Top of Exercise data

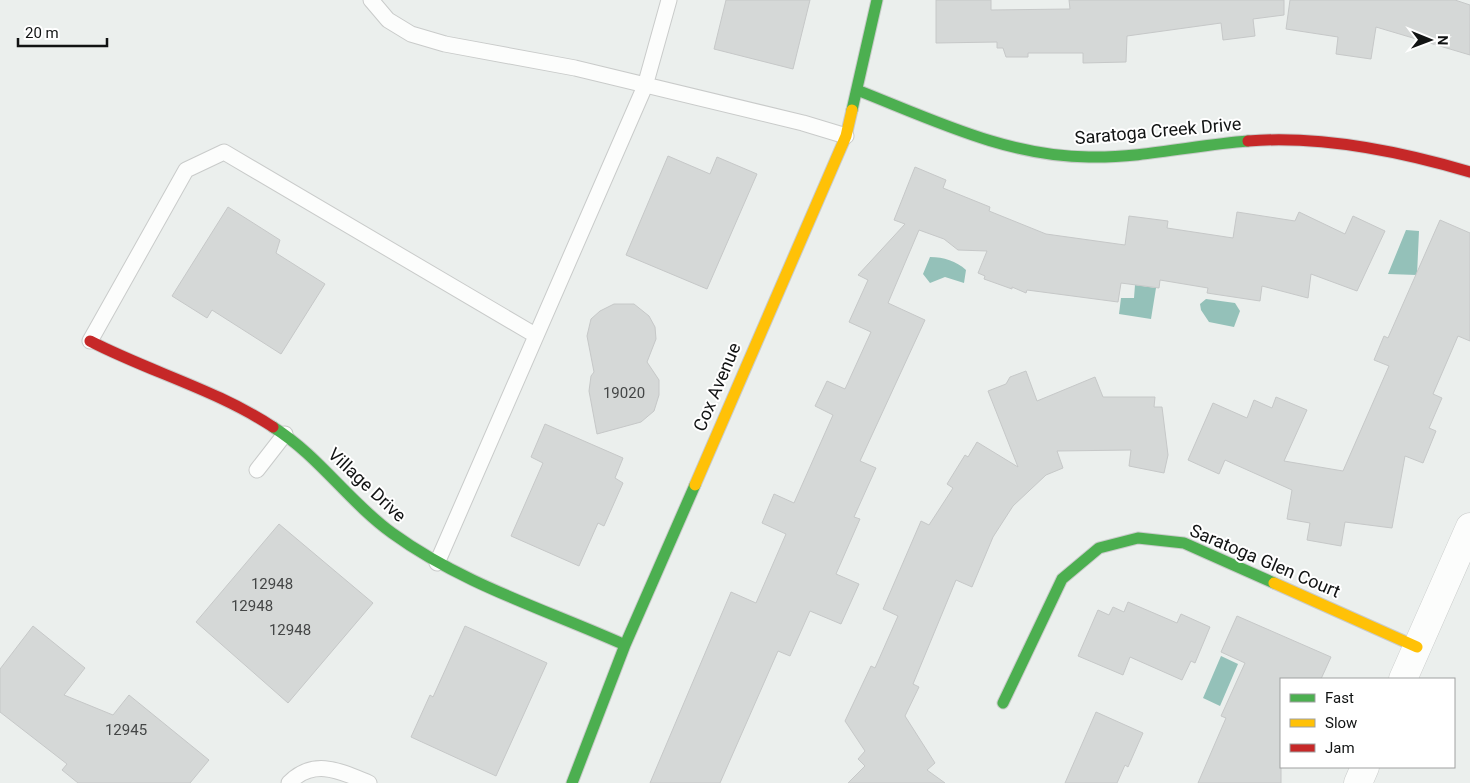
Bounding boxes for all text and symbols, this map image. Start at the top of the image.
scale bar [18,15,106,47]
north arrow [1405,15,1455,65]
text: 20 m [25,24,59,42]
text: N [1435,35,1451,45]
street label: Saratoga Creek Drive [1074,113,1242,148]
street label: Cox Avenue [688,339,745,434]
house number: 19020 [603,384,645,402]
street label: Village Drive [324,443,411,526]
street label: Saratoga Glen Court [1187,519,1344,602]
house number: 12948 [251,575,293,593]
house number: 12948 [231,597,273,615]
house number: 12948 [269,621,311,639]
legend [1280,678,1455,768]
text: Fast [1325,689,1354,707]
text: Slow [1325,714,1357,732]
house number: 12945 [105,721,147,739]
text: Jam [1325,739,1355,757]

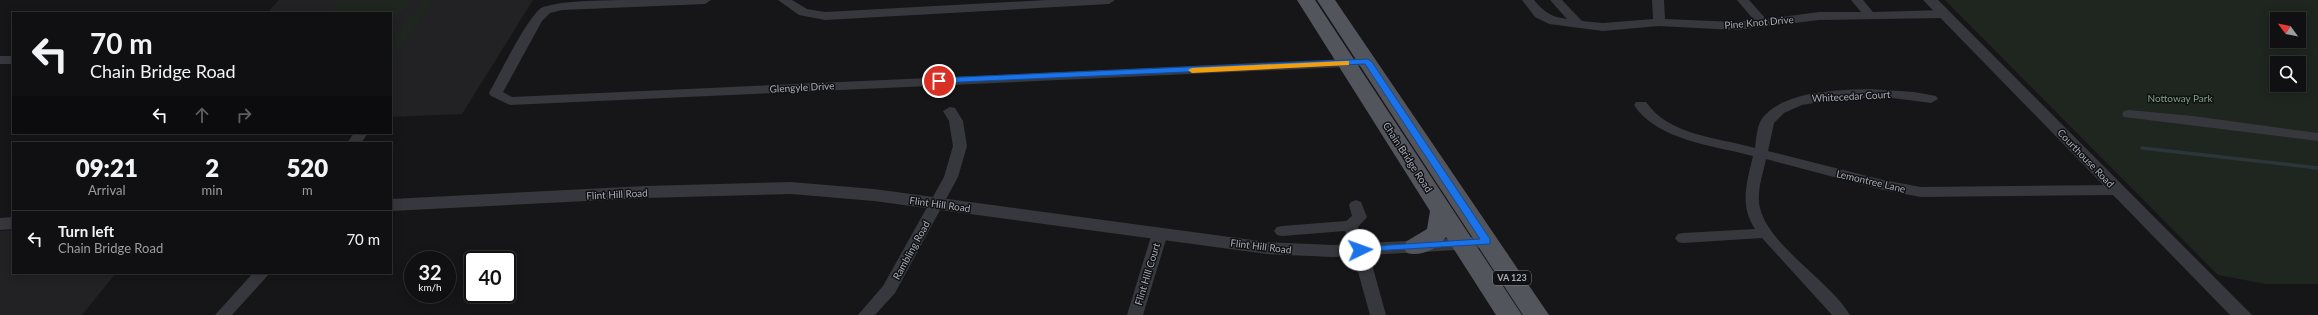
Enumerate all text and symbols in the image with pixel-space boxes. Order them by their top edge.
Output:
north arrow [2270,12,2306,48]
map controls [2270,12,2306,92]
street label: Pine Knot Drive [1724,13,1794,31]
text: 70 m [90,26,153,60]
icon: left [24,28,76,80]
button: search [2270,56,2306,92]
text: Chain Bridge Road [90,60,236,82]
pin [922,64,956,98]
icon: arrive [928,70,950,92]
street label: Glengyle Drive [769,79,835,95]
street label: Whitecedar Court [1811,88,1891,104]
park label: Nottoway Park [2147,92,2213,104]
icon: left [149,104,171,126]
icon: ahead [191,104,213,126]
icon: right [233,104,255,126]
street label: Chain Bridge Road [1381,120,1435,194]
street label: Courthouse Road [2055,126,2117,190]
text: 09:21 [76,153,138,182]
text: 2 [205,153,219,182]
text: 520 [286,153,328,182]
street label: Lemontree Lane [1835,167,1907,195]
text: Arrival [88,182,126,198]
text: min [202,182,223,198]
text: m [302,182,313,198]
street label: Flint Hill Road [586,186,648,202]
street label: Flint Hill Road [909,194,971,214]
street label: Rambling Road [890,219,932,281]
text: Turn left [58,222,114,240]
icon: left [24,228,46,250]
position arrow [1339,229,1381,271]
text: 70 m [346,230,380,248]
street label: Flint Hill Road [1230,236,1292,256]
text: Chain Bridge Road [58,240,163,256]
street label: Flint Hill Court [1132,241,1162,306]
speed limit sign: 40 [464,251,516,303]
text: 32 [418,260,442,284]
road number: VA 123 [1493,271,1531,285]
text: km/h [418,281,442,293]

Bottom of Exercise data

● **Exercise brief**: Which lines in the listing have the string "symbols"? Pick them out and copy them.

● **Response**:
Bounding boxes for all text and symbols, this map image. Start at the top of the image.
Enumerate all text and symbols in the image with pixel-space boxes. Order them by their top edge.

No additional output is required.